Problem details: Reproduce all the records word for word. Omit images.

Collected data:
__________
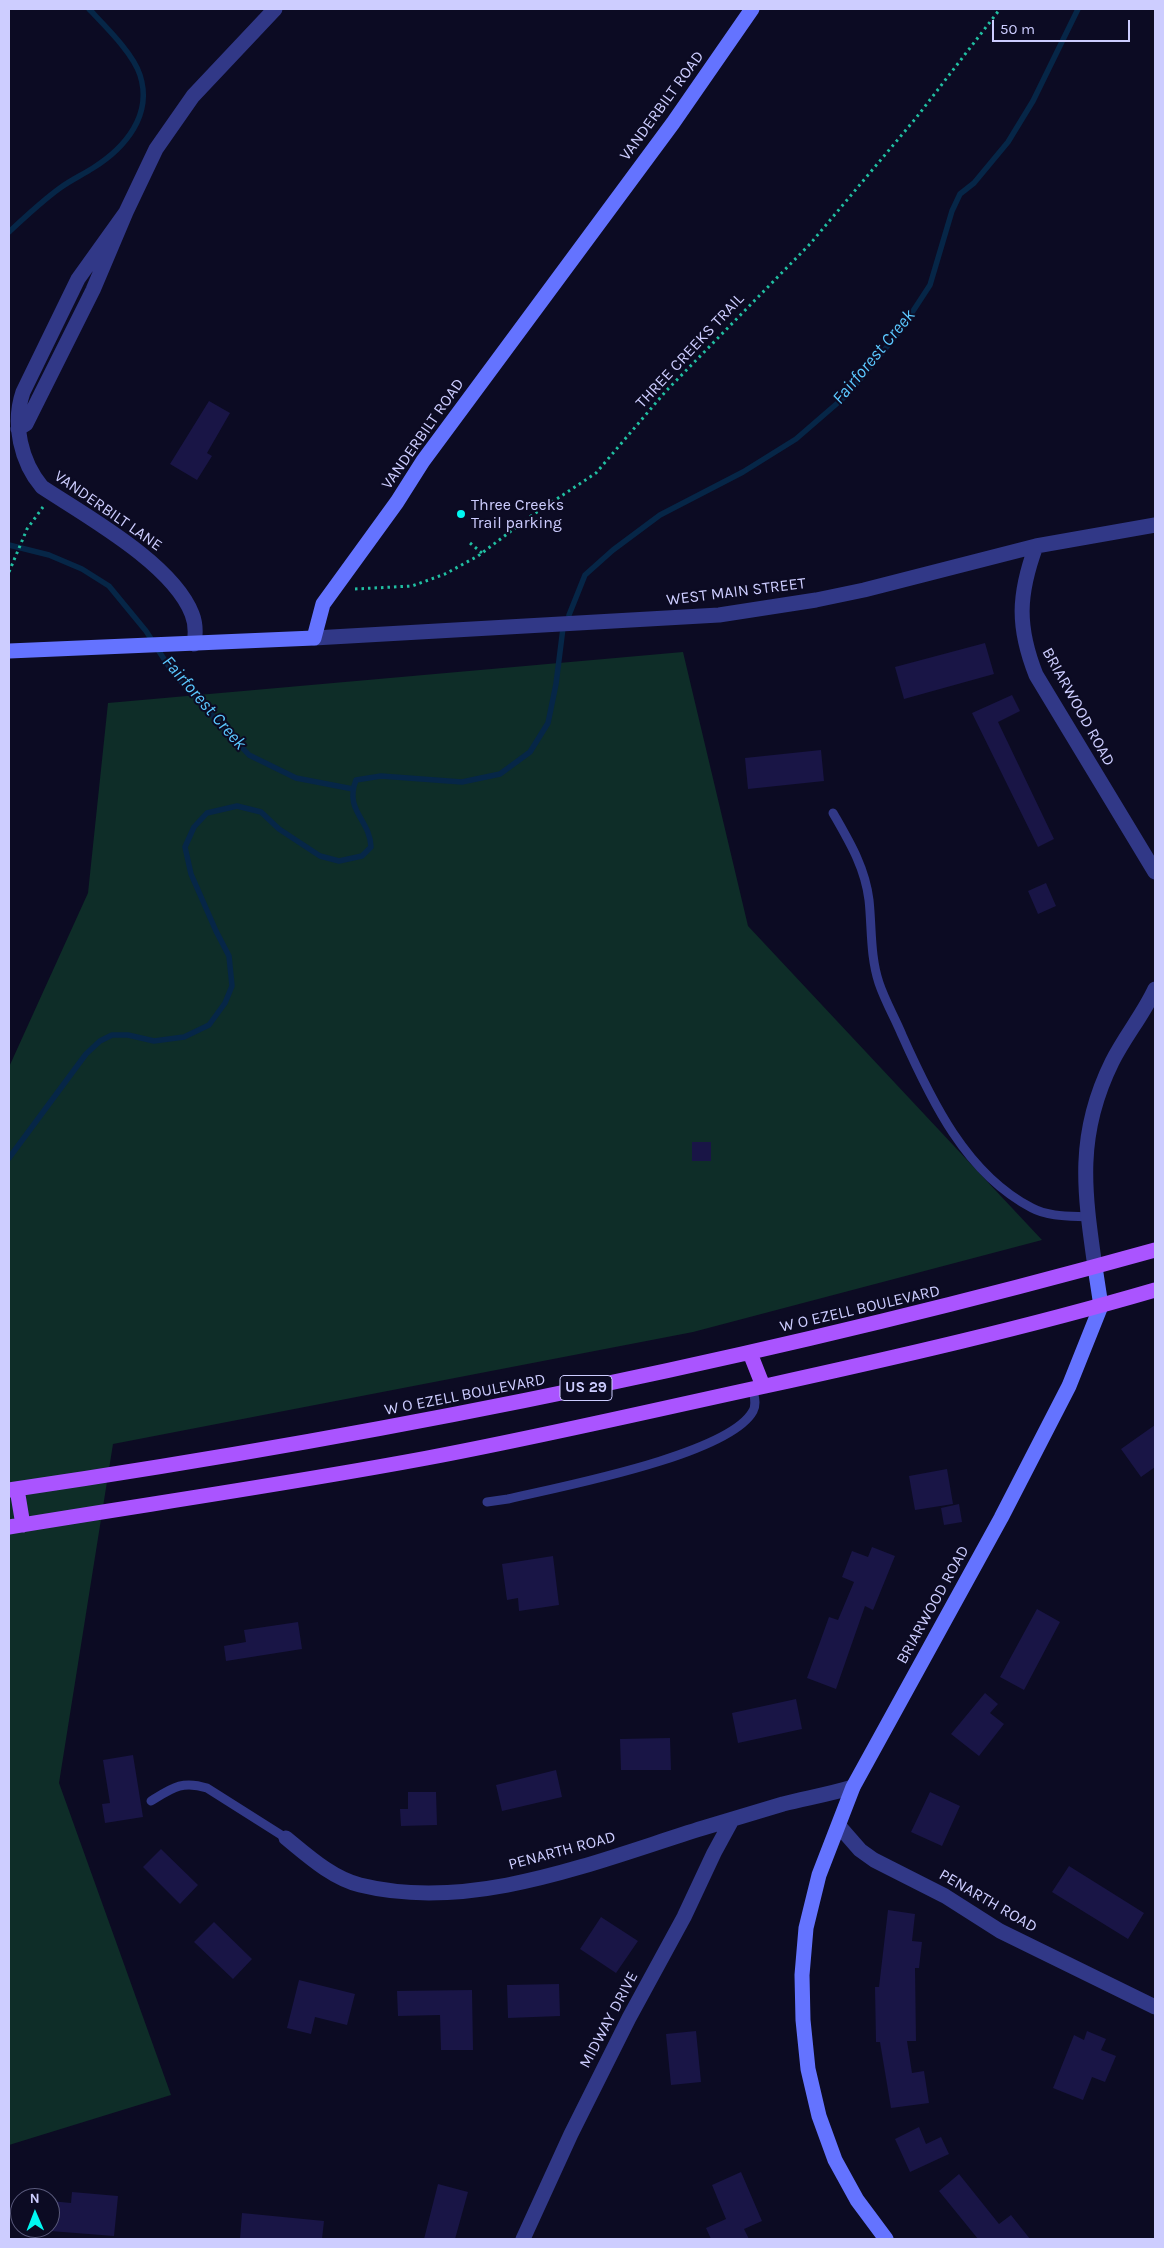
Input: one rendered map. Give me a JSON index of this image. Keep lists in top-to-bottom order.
{
  "streets": {
    "main road": ["W O EZELL BOULEVARD", "US 29"],
    "street": [
      "VANDERBILT ROAD",
      "VANDERBILT LANE",
      "WEST MAIN STREET",
      "BRIARWOOD ROAD",
      "PENARTH ROAD",
      "MIDWAY DRIVE"
    ],
    "path": ["THREE CREEKS TRAIL"]
  },
  "crossings": [
    ["VANDERBILT ROAD", "WEST MAIN STREET"],
    ["WEST MAIN STREET", "BRIARWOOD ROAD"],
    ["BRIARWOOD ROAD", "US 29"],
    ["BRIARWOOD ROAD", "PENARTH ROAD"],
    ["PENARTH ROAD", "MIDWAY DRIVE"]
  ],
  "water": ["Fairforest Creek"],
  "places": ["Three Creeks Trail parking"],
  "scale_bar": "50 m",
  "north": "top"
}
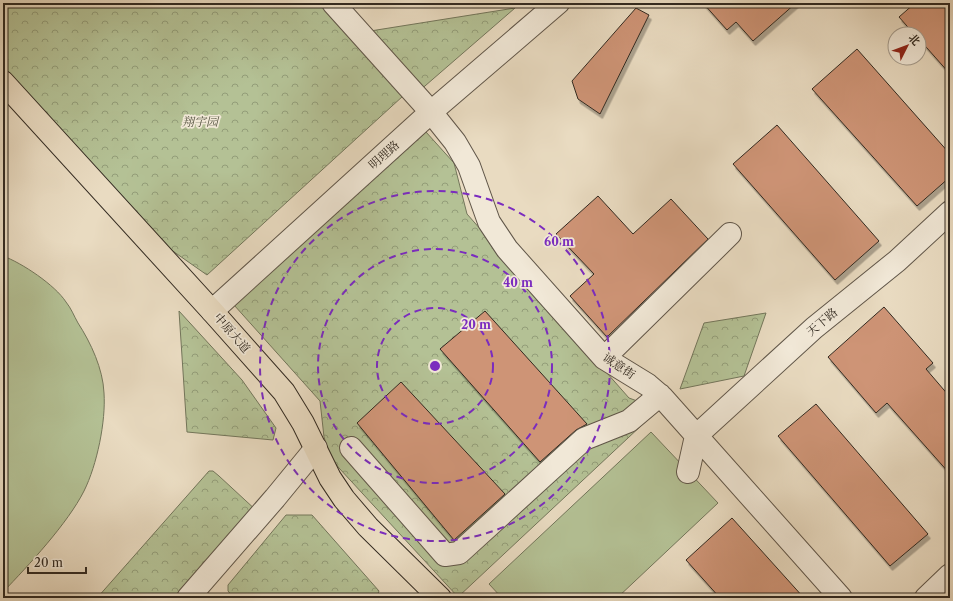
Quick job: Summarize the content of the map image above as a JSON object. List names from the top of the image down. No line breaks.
{"streets":{"main road":["中原大道"],"street":["明理路","天下路","诚意街"]},"crossings":[["明理路","中原大道"],["明理路","诚意街"],["天下路","诚意街"]],"parks":["翔宇园"],"scale_bar":"20 m","north":"top right","rings":["60 m","40 m","20 m"]}
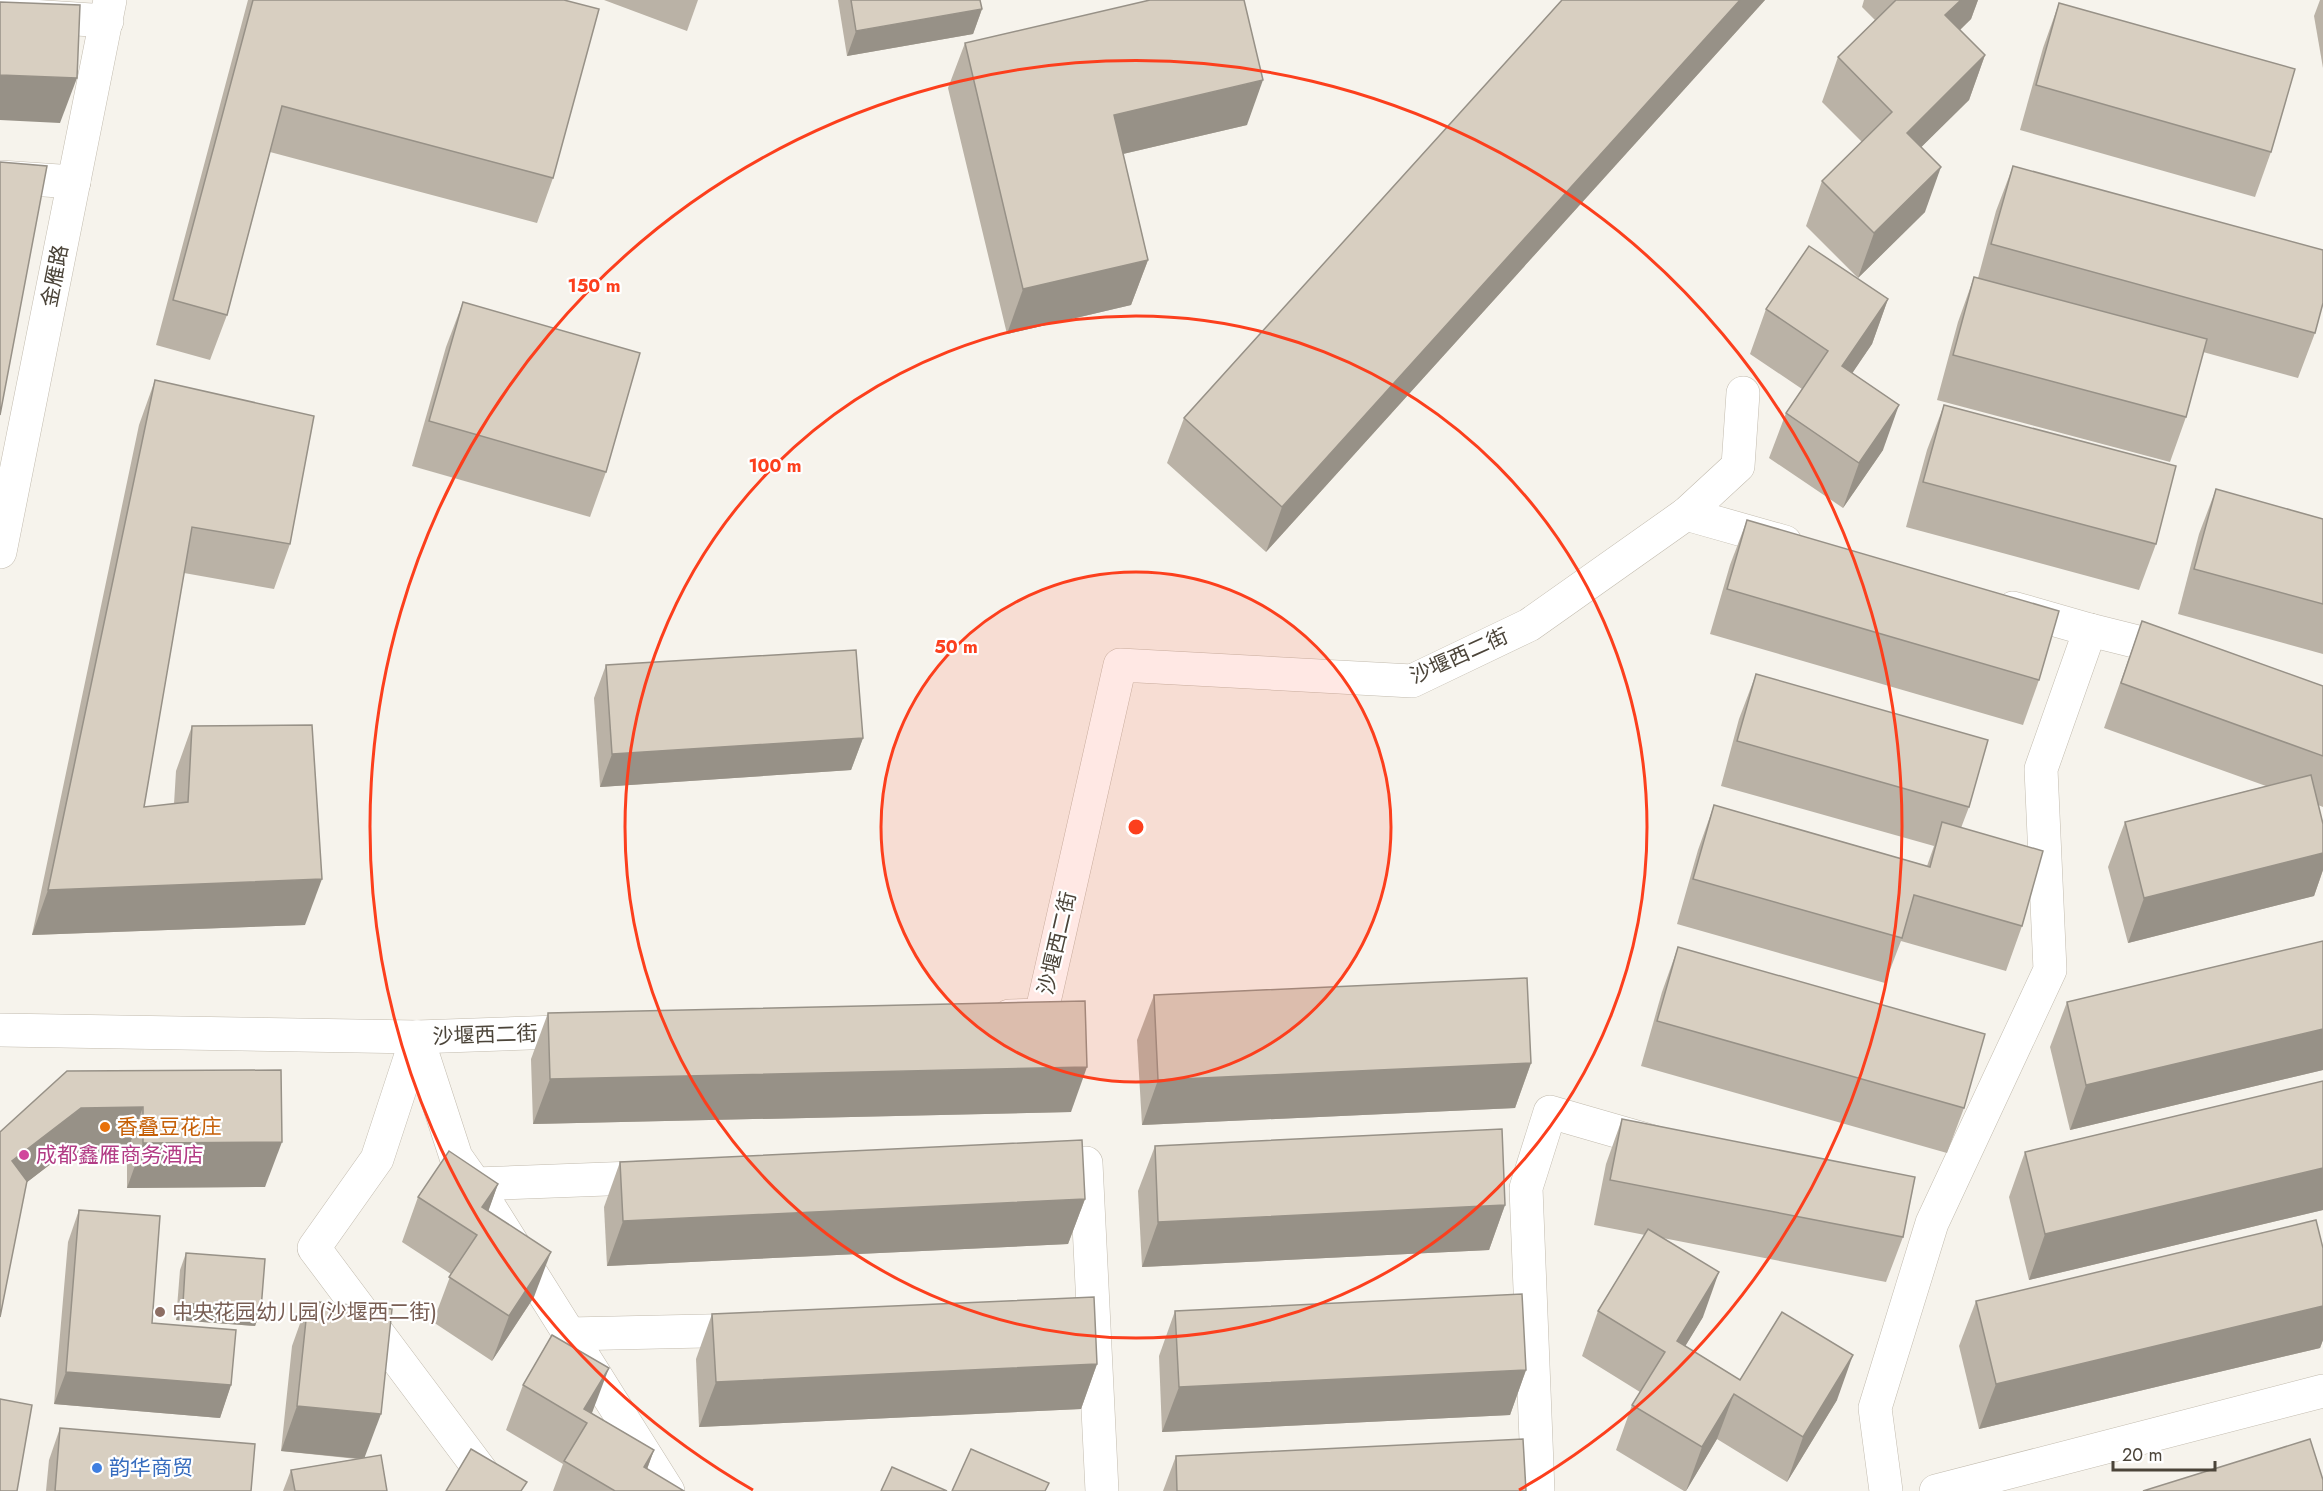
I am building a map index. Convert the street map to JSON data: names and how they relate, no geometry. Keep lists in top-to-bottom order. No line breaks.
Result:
{"streets":{"street":["金雁路","沙堰西二街"]},"places":["香叠豆花庄","成都鑫雁商务酒店","中央花园幼儿园(沙堰西二街)","韵华商贸"],"scale_bar":"20 m","rings":["150 m","100 m","50 m"]}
__________
Written answer:
Input: one rendered map. Give me a JSON index of this image. Keep lists in top-to-bottom order.
{
  "streets": {
    "main road": ["W O EZELL BOULEVARD", "US 29"],
    "street": [
      "VANDERBILT ROAD",
      "VANDERBILT LANE",
      "WEST MAIN STREET",
      "BRIARWOOD ROAD",
      "PENARTH ROAD",
      "MIDWAY DRIVE"
    ],
    "path": ["THREE CREEKS TRAIL"]
  },
  "crossings": [
    ["VANDERBILT ROAD", "WEST MAIN STREET"],
    ["WEST MAIN STREET", "BRIARWOOD ROAD"],
    ["BRIARWOOD ROAD", "US 29"],
    ["BRIARWOOD ROAD", "PENARTH ROAD"],
    ["PENARTH ROAD", "MIDWAY DRIVE"]
  ],
  "water": ["Fairforest Creek"],
  "places": ["Three Creeks Trail parking"],
  "scale_bar": "50 m",
  "north": "top"
}
Quick job: Summarize the content of the map image above as a JSON object. List names from the top of the image down. No line breaks.
{"streets":{"main road":["中原大道"],"street":["明理路","天下路","诚意街"]},"crossings":[["明理路","中原大道"],["明理路","诚意街"],["天下路","诚意街"]],"parks":["翔宇园"],"scale_bar":"20 m","north":"top right","rings":["60 m","40 m","20 m"]}
I am building a map index. Convert the street map to JSON data: names and how they relate, no geometry. Keep lists in top-to-bottom order. No line breaks.
Result:
{"streets":{"street":["金雁路","沙堰西二街"]},"places":["香叠豆花庄","成都鑫雁商务酒店","中央花园幼儿园(沙堰西二街)","韵华商贸"],"scale_bar":"20 m","rings":["150 m","100 m","50 m"]}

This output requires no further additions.